A fast GPU memory copy library based on NVIDIA GPUDirect RDMA technology
MIT License
898 stars 144 forks source link

call ibv_reg_mr failed using mapped memory #266

Open tangrc99 opened 1 year ago

tangrc99 commented 1 year ago
    gpu_mem_handle_t m_t;    // from gdrcopy/test/common.h
    if( (r = gpu_mem_alloc(&m_t,10000,1,1) ) != CUDA_SUCCESS) {
        return -1;
    }
    gdr_mh_t handle;
    char *gpu_mapped_mem  = NULL;

    if( (ret = gdr_pin_buffer(g_t, m_t.ptr, m_t.allocated_size, 0,0,&handle)) != 0 ) {
        return -1;
    }
    if( (ret = gdr_map(g_t,handle,&gpu_mapped_mem,m_t.allocated_size) ) != 0 ){
        return -1;
    }

    char *gdr_mem =  gpu_mapped_mem;  // the ptr I try to register

I try to register gdr_mem using ibv_reg_mr, but got an errno EFAULT. I am using the A10 GPU on CentOS 8.5

drossetti commented 1 year ago

@tangrc99 this expected as the implementation of ibv_reg_mr in the Linux kernel requires the virtual address range to be backed by CPU memory pages.

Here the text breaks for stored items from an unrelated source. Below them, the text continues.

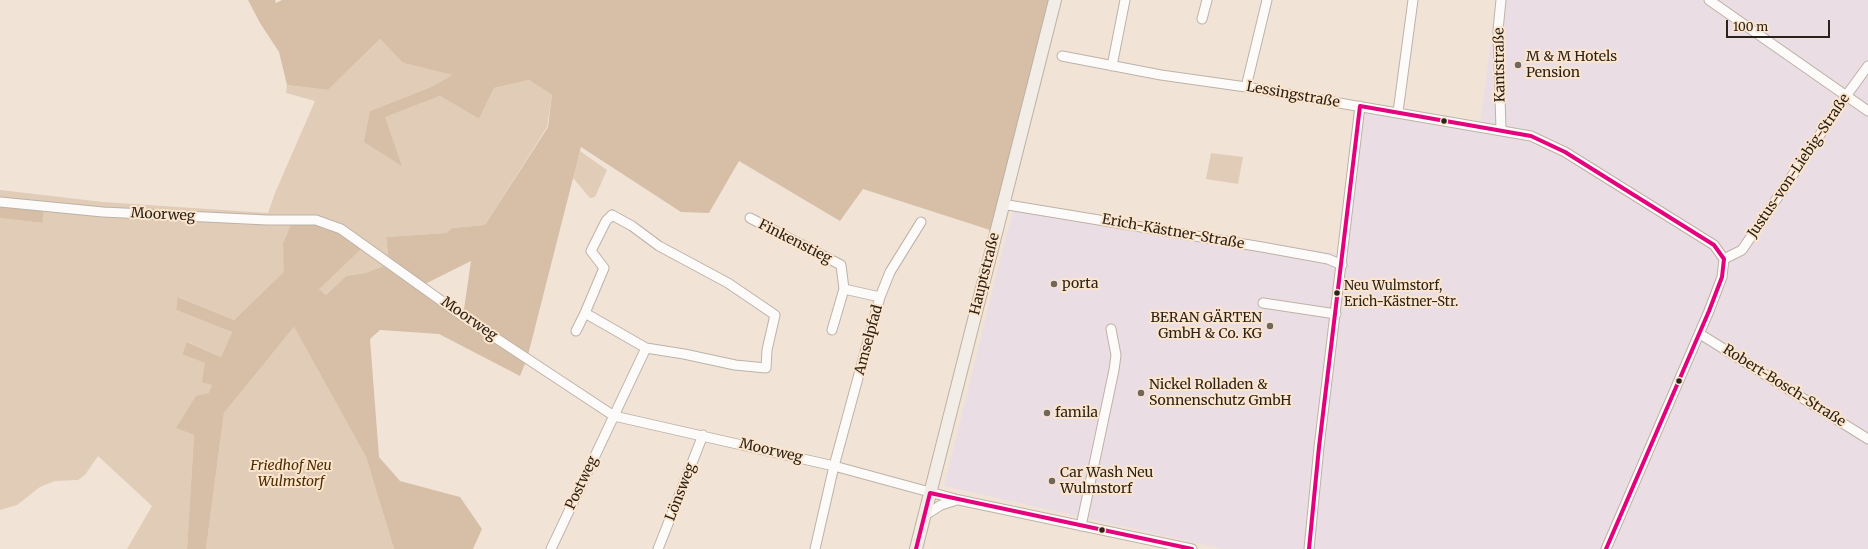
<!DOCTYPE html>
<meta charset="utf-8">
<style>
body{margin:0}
#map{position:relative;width:1868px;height:549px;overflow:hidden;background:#f1e4d7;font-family:Merriweather,serif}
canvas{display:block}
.scale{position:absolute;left:1726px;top:20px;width:104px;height:18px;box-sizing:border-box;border:2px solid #2b231a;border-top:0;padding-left:5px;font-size:12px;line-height:14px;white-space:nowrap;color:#2b231a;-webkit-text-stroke:3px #fce5cc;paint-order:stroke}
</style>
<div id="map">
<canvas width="1868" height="549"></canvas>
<div class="scale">100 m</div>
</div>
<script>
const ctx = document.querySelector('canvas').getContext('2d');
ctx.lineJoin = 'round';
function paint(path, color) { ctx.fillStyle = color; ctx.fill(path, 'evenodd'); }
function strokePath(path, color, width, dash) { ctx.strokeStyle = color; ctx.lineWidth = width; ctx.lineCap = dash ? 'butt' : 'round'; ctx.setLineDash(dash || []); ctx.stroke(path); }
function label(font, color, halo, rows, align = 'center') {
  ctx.font = font + ' Merriweather,serif'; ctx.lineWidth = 4; ctx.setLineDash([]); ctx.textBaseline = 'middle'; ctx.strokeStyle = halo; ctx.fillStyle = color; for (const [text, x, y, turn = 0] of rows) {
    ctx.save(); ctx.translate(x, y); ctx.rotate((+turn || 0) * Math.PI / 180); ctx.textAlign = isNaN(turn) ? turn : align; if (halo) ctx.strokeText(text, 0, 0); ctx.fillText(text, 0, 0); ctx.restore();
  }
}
const commercial = new Path2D(`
 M 1496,0 L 1868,0 L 1868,549 L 1223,549 L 944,486 L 1006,236 L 1016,203 L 1339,254 L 1359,104 L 1480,125 Z`);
const green = new Path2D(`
 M 380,39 L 403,63 L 452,75 L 431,87 L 370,111 L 402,166 L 384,117 L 440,96 L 479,119 L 494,88 L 529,80 L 552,95 L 547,127 L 485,225 L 452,228 L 446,233 L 386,237 L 389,264 L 365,273 L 346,276 L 326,295 L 319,289 L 283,244 L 285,272 L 234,320 L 179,297 L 176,310 L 232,332 L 221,357 L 188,342 L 182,353 L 205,363 L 212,385 L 210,393 L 177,428 L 194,435 L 187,549 L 127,549 L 152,506 L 98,456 L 85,475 L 78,480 L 55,481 L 40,487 L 17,505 L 0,510 L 0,218 L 42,223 L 0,202 L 0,190 L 103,202 L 268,213 L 275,193 L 315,101 L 286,93 L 287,85 L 328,90 Z
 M 580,151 L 607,170 L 595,197 L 590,198 L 573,178 Z
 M 1211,153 L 1243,157 L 1238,184 L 1206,179 Z
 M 294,327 L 366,457 L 394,549 L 206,549 L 224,413 Z`);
const forest = new Path2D(`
 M 248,0 L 275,0 L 276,3 L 282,0 L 1050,0 L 993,231 L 863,189 L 840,221 L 739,161 L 709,213 L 681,212 L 581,147 L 527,359 L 520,376 L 439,334 L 380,330 L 370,339 L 379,457 L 400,481 L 460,497 L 482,529 L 473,549 L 394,549 L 366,457 L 294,327 L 224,413 L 206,549 L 187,549 L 194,435 L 176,428 L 196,396 L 209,393 L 212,385 L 202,382 L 205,363 L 182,354 L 187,342 L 221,357 L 232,332 L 176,310 L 178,297 L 234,320 L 284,272 L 283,244 L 293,220 L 316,220 L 365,245 L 319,289 L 326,295 L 346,276 L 365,273 L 389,264 L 386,237 L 446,233 L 452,228 L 485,225 L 548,127 L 552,95 L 529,80 L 494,88 L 479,119 L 440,96 L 385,117 L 402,166 L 364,142 L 370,111 L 431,87 L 452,75 L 403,63 L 380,39 L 328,90 L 287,85 L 279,52 L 260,23 ZM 471,261 L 463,316 L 421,286 Z
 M 0,202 L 44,208 L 42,223 L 0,218 Z`);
const minor = new Path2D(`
 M 1501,0 L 1498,30 L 1501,130
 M 1709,0 L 1868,111
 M 1202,19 L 1207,0
 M 1062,56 L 1161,75 L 1246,87 L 1531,136 L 1565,152 L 1714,245 L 1724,259 L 1722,277 L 1709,311 L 1606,549
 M 1112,66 L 1125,0
 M 1246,87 L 1267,0
 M 1398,112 L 1413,0
 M 0,202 L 103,212 L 267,220 L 316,220 L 341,229 L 464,317 L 614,416 L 834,466 L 959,500 L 1192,549
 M 1002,204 L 1262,247 L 1328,259 L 1342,265
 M 612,215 L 632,226 L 659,246 L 728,283 L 775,315 L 767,350 L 766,368 L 735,365 L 684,354 L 646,348 L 585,313 L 604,268 L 591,251 L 606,221 Z
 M 750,218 L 841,265 L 844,289 L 880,297
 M 1724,259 L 1742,250 L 1846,96 L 1868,66
 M 1263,303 L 1336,314
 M 832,330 L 844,289
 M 576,331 L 585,313
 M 1700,334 L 1868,439
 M 924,516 L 941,505 L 957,500
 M 1081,526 L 1114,370 L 1116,355 L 1111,329
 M 551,549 L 646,348
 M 658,549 L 703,435
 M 815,549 L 834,466 L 880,297 L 890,272 L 921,222
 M 1309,549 L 1319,447 L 1360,106`);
const major = new Path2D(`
 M 916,549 L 1055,0`);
const bus1 = new Path2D(`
 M 916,549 L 930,493 L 1192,549
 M 1309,549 L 1319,447 L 1360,106 L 1531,136 L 1565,152 L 1714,245 L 1724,259 L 1722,277 L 1709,311 L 1606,549`);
const markers = [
 [1518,65,4,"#70675c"],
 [1444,121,3.5,"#2b231a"],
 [1054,284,4,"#70675c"],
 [1337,293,3.5,"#2b231a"],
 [1270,326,4,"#70675c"],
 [1679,381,3.5,"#2b231a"],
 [1141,393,4,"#70675c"],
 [1047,413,4,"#70675c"],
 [1052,481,4,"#70675c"],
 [1102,530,3.5,"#2b231a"]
];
const busNames = [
 ["Neu Wulmstorf,",1344,286],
 ["Erich-Kästner-Str.",1344,302]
];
const poiNames = [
 ["M & M Hotels",1526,57],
 ["Pension",1526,73],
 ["porta",1062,284],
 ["BERAN GÄRTEN",1262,318,"right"],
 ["GmbH & Co. KG",1262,334,"right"],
 ["Nickel Rolladen &",1149,385],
 ["Sonnenschutz GmbH",1149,401],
 ["famila",1055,413],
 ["Car Wash Neu",1060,473],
 ["Wulmstorf",1060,489]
];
const streetNames = [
 ["Kantstraße",1500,65,-91],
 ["Lessingstraße",1293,95,10],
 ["Justus-von-Liebig-Straße",1799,166,-56],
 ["Moorweg",163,215,3],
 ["Erich-Kästner-Straße",1173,232,10],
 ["Finkenstieg",795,242,27],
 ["Hauptstraße",985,274,-76],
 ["Moorweg",469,319,35],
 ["Amselpfad",869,340,-75],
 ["Robert-Bosch-Straße",1784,386,32],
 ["Moorweg",771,451,13],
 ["Postweg",582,483,-65],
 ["Lönsweg",681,492,-69]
];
const parkNames = [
 ["Friedhof Neu",291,466],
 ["Wulmstorf",291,482]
];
paint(commercial, '#eadee4');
paint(green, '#e0ccb7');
paint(forest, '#d6bfa6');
strokePath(minor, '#bdb2a8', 11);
strokePath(major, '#bcb1a3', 14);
strokePath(minor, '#fdfbf9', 9);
strokePath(major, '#f3ede7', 12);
strokePath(bus1, '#e5007d', 4);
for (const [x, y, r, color] of markers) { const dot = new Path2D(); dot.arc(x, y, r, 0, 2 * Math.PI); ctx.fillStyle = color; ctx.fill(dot); strokePath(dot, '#fce5cc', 1.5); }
label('13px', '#2b231a', '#fce5cc', busNames, 'left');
label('14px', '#2b231a', '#fce5cc', poiNames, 'left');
label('14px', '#2b231a', '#fce5cc', streetNames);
label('italic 14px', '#4c2c00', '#fce5cc', parkNames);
</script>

More exactly, pin_user_pages does not work on CPU mappings of PCIe resources created via io_remap_pfn_range.

The official way of enabling RDMA on GPU memory is:

For a full deployment case, see for example https://github.com/openucx/ucx/blob/1308d2055ab0ba948eac213c8cfcd92776c34a53/src/uct/cuda/cuda_copy/cuda_copy_md.c#L410 and https://github.com/openucx/ucx/blob/1308d2055ab0ba948eac213c8cfcd92776c34a53/src/uct/ib/base/ib_md.c#L480.

tangrc99 commented 1 year ago

Thanks, cause A10 don't support dma-buf file descriptor. Can I use GDR on A10 with other methods ?

drossetti commented 1 year ago

It should. Are you using the openrm variant of the GPU kernel-mode driver, see https://developer.nvidia.com/blog/nvidia-releases-open-source-gpu-kernel-modules/ ?

tangrc99 commented 1 year ago

function cuMemGetHandleForAddressRange requires CU_MEM_RANGE_HANDLE_TYPE_DMA_BUF_FD which is 0 on A10. nv_peer_mem and nvidia-peermem is already loaded, is there any other requirements ?

pakmarkthub commented 1 year ago

Hi @tangrc99,

Neither nvidia-peermem nor nv_peer_mem involves in dmabuf. A10 should support dmabuf. Could you check if your SW stack is new enough to support dmabuf?

tangrc99 commented 1 year ago

Thanks, My Linux kernel 4.18.0 is too old.

drossetti commented 1 year ago

In that case you can use the legacy RDMA memory registration path, i.e. ibv_reg_mr, which involves the peer-direct kernel infrastructure (for example provided by MLNX_OFED) and nvidia-peermem.